- Brief
The whole of the data, every line, should come back exactly the same.

- Exercise data

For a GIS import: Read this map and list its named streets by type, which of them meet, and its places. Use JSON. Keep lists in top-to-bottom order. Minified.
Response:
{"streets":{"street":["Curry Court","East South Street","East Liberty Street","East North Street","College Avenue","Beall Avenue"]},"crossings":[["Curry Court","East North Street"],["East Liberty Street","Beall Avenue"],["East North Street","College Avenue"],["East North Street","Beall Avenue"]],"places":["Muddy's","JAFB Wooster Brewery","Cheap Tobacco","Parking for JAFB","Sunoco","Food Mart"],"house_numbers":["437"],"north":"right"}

- Reply
For a GIS import: Read this map and list its named streets by type, which of them meet, and its places. Use JSON. Keep lists in top-to-bottom order. Minified.
Response:
{"streets":{"street":["Curry Court","East South Street","East Liberty Street","East North Street","College Avenue","Beall Avenue"]},"crossings":[["Curry Court","East North Street"],["East Liberty Street","Beall Avenue"],["East North Street","College Avenue"],["East North Street","Beall Avenue"]],"places":["Muddy's","JAFB Wooster Brewery","Cheap Tobacco","Parking for JAFB","Sunoco","Food Mart"],"house_numbers":["437"],"north":"right"}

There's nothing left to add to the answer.